The output should be all lines of the entries below in which the word "coordinates" occurs.

● INFORMATION PROVIDED
================================
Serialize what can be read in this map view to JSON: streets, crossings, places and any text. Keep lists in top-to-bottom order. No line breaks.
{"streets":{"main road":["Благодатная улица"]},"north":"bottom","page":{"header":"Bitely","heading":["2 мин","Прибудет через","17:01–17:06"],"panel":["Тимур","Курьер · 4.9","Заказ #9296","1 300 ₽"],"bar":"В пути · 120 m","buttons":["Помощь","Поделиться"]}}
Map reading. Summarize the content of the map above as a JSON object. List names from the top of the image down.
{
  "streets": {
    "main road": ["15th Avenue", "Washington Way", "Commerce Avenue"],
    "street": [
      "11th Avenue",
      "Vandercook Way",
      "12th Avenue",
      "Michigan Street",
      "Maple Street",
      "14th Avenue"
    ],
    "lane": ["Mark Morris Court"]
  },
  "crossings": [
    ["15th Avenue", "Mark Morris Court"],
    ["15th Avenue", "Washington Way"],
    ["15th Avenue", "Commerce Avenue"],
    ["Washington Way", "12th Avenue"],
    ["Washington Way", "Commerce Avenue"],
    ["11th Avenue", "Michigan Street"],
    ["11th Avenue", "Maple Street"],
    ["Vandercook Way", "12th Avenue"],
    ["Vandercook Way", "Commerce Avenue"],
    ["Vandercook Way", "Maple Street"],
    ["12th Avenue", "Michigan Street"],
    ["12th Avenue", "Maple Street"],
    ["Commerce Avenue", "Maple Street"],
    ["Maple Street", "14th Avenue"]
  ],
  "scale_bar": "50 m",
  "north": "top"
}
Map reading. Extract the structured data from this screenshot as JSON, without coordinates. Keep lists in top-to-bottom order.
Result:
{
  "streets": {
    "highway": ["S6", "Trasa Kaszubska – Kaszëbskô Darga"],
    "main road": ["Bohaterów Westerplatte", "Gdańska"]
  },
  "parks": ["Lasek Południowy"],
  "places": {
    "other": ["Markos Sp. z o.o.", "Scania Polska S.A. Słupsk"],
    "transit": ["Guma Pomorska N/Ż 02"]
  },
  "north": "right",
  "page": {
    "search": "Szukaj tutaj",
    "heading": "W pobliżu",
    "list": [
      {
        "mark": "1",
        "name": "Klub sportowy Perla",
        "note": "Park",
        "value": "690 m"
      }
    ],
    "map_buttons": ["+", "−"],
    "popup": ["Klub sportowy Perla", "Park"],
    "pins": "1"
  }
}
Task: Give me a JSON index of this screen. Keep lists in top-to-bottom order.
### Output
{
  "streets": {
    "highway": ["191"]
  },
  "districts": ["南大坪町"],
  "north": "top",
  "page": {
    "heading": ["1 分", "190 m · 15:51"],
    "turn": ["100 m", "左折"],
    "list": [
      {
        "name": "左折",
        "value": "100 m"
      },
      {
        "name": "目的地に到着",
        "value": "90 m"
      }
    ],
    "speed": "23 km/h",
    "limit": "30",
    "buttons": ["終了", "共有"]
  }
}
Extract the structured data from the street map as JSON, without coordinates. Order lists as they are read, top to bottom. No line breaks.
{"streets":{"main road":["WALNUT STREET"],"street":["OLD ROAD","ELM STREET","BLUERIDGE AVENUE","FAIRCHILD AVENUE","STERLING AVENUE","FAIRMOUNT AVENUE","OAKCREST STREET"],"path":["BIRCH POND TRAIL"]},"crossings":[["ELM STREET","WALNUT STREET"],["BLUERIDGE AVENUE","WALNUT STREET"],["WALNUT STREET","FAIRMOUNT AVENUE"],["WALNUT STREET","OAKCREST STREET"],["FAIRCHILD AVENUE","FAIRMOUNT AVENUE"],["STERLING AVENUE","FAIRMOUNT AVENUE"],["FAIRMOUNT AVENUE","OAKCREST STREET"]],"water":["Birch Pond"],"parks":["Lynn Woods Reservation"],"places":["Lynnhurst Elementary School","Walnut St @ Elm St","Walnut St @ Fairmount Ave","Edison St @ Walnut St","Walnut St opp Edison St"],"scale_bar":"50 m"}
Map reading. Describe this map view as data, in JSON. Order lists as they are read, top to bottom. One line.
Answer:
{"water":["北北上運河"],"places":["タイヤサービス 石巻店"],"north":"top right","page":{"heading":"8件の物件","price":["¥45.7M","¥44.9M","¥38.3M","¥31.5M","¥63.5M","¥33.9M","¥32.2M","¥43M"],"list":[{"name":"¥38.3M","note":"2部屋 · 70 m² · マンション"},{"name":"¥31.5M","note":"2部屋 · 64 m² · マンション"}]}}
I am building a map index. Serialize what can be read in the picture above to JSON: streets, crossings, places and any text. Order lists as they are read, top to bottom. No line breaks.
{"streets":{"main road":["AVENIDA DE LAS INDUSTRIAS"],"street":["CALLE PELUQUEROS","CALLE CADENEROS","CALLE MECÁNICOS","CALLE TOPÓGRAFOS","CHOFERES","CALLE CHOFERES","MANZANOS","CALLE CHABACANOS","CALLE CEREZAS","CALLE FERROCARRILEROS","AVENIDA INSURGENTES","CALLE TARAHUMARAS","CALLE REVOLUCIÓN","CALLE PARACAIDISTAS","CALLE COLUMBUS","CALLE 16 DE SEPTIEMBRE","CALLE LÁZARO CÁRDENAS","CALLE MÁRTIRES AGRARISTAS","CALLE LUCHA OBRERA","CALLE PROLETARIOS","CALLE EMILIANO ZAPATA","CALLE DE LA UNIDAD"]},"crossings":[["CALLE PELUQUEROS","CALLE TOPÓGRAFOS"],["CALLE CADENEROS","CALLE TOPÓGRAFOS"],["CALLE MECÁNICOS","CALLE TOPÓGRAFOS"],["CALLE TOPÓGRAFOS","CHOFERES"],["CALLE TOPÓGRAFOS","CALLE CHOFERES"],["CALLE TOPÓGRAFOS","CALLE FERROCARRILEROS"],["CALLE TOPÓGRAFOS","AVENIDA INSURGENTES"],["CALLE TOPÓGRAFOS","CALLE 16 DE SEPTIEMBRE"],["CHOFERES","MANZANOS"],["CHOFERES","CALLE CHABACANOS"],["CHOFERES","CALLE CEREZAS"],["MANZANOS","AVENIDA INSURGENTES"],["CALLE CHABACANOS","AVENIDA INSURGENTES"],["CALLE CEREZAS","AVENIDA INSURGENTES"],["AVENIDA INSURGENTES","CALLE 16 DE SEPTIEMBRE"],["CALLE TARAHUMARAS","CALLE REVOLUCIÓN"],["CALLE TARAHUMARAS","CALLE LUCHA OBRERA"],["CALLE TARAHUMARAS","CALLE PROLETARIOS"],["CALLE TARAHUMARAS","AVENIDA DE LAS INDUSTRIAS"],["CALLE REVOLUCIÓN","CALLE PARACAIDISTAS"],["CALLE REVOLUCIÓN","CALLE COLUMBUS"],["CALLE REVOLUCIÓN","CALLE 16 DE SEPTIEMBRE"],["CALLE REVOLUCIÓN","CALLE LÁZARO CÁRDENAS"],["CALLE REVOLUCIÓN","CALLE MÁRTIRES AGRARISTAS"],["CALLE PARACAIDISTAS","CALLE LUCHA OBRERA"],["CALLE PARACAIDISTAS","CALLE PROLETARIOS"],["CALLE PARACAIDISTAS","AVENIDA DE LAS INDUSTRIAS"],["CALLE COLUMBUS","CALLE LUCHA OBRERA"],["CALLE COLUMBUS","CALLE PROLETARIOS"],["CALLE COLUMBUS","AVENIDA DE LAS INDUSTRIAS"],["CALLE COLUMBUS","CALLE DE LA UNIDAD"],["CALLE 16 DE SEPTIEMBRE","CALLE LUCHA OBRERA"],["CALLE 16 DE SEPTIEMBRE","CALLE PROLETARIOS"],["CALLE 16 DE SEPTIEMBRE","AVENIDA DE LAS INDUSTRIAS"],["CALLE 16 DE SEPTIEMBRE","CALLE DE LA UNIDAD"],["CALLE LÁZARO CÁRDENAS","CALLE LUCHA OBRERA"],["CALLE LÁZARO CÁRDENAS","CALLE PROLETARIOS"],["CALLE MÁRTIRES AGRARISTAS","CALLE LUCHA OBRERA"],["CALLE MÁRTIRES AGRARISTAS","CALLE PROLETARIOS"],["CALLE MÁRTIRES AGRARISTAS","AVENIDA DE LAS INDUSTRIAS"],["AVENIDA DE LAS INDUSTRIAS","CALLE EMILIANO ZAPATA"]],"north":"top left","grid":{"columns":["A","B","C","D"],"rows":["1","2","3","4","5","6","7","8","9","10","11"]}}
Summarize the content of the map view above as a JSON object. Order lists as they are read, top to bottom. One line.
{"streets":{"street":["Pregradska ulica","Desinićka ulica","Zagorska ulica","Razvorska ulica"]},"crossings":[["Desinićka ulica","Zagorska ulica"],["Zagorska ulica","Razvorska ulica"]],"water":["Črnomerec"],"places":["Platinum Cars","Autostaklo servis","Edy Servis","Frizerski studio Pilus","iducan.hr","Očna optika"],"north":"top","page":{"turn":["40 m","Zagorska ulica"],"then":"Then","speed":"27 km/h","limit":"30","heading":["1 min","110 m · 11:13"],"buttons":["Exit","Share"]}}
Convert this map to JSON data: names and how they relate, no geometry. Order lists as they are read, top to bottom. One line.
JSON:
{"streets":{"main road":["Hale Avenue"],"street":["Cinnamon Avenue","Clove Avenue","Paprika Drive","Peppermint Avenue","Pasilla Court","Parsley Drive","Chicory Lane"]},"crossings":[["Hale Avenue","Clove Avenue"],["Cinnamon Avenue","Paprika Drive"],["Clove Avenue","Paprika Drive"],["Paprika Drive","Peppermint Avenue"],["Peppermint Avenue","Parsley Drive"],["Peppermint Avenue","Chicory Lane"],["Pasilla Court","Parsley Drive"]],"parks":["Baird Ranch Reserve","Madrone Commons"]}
================================
● REPLY
Map reading. Extract the structured data from this screenshot as JSON, without coordinates. Keep lists in top-to-bottom order.
Extract the structured data from the street map as JSON, without coordinates. Order lists as they are read, top to bottom. No line breaks.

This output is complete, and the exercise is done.